■ WORK REQUIRED ■
Beginning with the first line below, please restate each line exactly, down to and including the line containing "context.lineWidth = width;".

───── RECORDS FOR THE TASK ─────

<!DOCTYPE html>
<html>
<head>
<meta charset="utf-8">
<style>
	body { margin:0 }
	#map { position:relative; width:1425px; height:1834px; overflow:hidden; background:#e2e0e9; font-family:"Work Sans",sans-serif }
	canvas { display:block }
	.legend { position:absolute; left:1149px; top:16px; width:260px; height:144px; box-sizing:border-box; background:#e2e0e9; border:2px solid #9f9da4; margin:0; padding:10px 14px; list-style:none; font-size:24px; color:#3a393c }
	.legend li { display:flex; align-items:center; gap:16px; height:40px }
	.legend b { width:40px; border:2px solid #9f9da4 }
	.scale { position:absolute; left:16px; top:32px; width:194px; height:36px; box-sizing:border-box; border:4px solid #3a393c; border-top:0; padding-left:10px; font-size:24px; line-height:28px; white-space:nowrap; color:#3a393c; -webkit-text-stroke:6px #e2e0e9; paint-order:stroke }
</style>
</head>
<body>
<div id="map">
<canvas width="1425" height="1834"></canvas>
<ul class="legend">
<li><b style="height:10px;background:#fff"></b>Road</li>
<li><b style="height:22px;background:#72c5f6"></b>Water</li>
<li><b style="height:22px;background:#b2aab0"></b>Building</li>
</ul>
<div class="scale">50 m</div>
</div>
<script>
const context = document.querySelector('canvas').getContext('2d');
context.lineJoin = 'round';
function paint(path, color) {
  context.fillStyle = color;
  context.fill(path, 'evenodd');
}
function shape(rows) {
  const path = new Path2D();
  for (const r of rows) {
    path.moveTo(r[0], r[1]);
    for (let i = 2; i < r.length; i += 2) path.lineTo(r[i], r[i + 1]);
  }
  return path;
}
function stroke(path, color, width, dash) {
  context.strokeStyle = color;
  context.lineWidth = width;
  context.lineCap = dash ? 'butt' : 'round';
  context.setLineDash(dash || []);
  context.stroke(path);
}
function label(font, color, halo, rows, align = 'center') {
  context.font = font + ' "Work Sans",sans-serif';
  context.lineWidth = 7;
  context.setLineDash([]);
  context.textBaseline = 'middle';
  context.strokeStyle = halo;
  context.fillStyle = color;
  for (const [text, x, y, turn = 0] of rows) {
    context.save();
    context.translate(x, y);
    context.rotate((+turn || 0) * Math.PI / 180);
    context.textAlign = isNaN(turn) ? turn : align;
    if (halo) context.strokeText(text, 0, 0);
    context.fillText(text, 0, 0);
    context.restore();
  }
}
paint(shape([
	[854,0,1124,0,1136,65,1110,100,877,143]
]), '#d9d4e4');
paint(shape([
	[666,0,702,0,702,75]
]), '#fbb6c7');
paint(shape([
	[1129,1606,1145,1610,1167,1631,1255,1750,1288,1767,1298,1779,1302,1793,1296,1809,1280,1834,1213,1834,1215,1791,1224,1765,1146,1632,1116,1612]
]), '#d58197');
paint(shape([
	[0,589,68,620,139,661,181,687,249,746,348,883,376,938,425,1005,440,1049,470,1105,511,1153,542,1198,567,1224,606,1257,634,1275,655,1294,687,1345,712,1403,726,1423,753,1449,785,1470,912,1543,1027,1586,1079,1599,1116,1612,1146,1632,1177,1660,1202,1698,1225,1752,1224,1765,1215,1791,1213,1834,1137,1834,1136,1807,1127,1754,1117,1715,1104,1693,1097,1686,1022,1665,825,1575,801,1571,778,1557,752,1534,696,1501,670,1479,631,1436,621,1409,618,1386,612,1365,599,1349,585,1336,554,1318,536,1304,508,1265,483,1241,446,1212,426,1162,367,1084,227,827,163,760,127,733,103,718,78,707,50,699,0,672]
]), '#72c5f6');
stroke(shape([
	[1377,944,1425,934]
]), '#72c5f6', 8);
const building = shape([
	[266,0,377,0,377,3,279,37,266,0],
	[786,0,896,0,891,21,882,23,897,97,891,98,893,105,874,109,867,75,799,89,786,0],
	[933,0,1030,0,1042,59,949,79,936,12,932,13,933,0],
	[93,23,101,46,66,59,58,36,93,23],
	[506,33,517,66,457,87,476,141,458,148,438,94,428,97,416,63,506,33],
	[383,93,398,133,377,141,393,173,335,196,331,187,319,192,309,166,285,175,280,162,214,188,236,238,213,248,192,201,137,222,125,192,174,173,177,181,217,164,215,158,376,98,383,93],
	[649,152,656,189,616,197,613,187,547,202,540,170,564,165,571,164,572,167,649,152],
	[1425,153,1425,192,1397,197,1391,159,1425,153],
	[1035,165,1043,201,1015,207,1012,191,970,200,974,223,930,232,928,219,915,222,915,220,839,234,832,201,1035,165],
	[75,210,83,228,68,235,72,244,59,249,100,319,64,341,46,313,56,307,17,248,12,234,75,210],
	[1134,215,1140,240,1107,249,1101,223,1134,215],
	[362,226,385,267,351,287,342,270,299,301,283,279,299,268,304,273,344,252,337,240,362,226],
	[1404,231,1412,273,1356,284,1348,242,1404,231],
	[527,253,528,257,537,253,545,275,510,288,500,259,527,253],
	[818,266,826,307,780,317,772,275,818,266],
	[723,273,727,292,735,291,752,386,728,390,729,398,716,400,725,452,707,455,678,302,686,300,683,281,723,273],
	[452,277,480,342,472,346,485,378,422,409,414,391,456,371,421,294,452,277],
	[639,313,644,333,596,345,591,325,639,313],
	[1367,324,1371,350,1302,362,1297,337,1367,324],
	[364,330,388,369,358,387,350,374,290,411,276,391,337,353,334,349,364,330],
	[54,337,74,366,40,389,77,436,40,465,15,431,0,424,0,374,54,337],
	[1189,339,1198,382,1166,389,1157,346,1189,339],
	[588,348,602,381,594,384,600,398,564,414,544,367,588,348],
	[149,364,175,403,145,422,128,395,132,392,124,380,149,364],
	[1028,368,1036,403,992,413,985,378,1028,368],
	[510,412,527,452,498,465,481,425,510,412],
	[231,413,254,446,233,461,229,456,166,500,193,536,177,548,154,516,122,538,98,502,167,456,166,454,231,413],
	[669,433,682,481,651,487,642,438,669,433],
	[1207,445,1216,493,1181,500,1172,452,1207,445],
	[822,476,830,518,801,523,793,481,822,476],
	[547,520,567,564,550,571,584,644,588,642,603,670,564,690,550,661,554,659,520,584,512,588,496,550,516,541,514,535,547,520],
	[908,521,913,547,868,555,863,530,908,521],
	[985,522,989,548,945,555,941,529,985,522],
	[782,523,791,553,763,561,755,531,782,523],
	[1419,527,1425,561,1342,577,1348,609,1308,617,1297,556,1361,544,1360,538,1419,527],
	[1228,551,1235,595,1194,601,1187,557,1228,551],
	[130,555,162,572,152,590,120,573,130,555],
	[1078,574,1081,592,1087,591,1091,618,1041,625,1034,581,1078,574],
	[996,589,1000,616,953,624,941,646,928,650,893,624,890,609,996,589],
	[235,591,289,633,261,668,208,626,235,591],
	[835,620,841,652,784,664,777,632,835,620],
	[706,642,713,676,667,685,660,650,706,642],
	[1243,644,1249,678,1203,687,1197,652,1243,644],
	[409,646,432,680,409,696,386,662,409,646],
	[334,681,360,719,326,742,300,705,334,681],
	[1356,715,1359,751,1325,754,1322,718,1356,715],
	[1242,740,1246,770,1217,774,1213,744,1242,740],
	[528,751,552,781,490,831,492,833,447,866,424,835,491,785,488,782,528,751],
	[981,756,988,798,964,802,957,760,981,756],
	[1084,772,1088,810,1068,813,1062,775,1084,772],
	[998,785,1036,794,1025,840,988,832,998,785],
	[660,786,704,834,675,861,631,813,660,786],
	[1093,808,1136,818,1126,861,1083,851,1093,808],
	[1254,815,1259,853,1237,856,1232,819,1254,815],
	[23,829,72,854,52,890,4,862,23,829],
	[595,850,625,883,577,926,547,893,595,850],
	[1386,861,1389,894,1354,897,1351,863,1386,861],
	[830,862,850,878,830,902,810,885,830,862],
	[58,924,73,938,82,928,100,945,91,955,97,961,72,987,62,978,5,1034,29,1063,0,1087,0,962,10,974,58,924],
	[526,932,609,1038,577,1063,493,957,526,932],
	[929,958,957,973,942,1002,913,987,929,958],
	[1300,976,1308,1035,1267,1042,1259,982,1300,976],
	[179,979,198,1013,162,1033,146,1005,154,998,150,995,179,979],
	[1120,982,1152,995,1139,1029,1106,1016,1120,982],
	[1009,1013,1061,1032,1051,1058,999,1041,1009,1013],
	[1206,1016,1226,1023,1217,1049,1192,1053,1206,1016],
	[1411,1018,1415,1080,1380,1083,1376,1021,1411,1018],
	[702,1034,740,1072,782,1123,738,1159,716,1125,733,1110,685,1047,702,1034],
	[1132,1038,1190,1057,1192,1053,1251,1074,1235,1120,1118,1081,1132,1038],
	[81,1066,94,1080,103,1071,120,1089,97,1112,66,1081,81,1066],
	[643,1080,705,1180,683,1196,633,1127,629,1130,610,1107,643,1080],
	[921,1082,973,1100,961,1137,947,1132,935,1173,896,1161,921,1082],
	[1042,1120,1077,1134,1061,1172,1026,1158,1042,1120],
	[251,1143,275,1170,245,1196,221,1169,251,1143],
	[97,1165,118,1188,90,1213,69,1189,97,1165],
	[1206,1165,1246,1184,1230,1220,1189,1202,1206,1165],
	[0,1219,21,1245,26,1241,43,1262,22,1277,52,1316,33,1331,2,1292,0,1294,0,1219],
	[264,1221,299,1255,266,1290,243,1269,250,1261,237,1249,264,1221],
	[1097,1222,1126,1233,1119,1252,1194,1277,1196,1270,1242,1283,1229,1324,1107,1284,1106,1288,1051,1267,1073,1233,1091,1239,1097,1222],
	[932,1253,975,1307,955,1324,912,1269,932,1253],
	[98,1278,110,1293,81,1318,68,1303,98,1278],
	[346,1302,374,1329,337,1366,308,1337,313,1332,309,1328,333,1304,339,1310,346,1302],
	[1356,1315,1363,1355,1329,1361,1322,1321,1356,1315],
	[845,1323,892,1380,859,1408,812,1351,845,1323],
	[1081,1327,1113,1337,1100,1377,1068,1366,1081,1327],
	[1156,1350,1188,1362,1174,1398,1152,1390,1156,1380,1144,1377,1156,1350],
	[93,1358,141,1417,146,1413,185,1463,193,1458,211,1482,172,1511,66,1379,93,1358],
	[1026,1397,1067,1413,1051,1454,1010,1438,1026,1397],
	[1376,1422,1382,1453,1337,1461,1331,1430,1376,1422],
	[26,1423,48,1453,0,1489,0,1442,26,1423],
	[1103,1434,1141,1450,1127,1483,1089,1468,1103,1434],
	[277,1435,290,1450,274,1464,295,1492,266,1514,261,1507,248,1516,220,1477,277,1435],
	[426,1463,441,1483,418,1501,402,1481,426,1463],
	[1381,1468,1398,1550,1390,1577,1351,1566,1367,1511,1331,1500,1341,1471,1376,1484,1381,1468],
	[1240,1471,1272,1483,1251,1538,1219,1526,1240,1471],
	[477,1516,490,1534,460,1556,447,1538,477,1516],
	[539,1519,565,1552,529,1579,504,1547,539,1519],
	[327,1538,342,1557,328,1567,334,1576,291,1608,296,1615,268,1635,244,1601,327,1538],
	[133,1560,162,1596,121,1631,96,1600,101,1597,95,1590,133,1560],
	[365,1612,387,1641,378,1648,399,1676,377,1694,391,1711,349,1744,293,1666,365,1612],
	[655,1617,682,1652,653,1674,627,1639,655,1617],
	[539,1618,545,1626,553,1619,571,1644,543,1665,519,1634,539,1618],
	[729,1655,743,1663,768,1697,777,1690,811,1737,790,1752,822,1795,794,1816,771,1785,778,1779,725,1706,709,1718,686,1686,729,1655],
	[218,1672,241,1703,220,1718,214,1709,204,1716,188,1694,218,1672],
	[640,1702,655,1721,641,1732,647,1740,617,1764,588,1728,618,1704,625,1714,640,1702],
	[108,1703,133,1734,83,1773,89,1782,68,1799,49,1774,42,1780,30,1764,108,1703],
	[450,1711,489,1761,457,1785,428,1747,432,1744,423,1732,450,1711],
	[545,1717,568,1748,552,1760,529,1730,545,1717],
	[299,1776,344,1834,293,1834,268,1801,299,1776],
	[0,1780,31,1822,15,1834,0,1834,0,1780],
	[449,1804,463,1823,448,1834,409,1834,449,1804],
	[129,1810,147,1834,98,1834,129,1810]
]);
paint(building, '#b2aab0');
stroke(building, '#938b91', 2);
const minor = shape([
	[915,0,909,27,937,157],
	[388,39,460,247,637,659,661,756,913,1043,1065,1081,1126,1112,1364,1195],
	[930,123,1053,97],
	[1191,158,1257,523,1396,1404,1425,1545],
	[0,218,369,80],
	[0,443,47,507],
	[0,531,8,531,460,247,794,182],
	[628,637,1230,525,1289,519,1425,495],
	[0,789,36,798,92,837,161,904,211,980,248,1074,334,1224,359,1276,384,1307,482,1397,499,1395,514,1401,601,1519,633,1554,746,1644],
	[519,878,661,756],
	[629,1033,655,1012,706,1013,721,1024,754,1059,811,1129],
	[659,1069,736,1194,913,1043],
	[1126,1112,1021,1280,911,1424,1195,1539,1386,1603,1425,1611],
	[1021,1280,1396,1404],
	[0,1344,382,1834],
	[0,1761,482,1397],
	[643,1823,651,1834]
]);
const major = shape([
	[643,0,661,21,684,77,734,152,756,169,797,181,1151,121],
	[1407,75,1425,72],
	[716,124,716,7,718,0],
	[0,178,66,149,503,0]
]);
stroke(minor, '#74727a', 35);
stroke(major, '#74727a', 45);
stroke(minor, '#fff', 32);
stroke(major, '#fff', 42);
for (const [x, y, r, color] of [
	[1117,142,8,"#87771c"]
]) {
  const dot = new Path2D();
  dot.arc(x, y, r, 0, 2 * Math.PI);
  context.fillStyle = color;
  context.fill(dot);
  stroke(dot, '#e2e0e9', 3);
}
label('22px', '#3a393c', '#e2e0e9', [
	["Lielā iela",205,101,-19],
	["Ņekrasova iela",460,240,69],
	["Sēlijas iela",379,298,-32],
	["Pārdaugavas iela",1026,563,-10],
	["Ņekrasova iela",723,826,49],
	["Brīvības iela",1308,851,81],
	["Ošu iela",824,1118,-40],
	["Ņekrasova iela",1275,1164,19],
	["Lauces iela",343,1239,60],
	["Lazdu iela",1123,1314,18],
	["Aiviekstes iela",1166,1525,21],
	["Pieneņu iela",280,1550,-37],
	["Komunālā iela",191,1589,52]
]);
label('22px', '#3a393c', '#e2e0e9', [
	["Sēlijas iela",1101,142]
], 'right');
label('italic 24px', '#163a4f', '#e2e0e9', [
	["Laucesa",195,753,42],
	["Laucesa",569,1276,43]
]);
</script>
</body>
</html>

─────

■ OUTPUT ■
<!DOCTYPE html>
<html>
<head>
<meta charset="utf-8">
<style>
	body { margin:0 }
	#map { position:relative; width:1425px; height:1834px; overflow:hidden; background:#e2e0e9; font-family:"Work Sans",sans-serif }
	canvas { display:block }
	.legend { position:absolute; left:1149px; top:16px; width:260px; height:144px; box-sizing:border-box; background:#e2e0e9; border:2px solid #9f9da4; margin:0; padding:10px 14px; list-style:none; font-size:24px; color:#3a393c }
	.legend li { display:flex; align-items:center; gap:16px; height:40px }
	.legend b { width:40px; border:2px solid #9f9da4 }
	.scale { position:absolute; left:16px; top:32px; width:194px; height:36px; box-sizing:border-box; border:4px solid #3a393c; border-top:0; padding-left:10px; font-size:24px; line-height:28px; white-space:nowrap; color:#3a393c; -webkit-text-stroke:6px #e2e0e9; paint-order:stroke }
</style>
</head>
<body>
<div id="map">
<canvas width="1425" height="1834"></canvas>
<ul class="legend">
<li><b style="height:10px;background:#fff"></b>Road</li>
<li><b style="height:22px;background:#72c5f6"></b>Water</li>
<li><b style="height:22px;background:#b2aab0"></b>Building</li>
</ul>
<div class="scale">50 m</div>
</div>
<script>
const context = document.querySelector('canvas').getContext('2d');
context.lineJoin = 'round';
function paint(path, color) {
  context.fillStyle = color;
  context.fill(path, 'evenodd');
}
function shape(rows) {
  const path = new Path2D();
  for (const r of rows) {
    path.moveTo(r[0], r[1]);
    for (let i = 2; i < r.length; i += 2) path.lineTo(r[i], r[i + 1]);
  }
  return path;
}
function stroke(path, color, width, dash) {
  context.strokeStyle = color;
  context.lineWidth = width;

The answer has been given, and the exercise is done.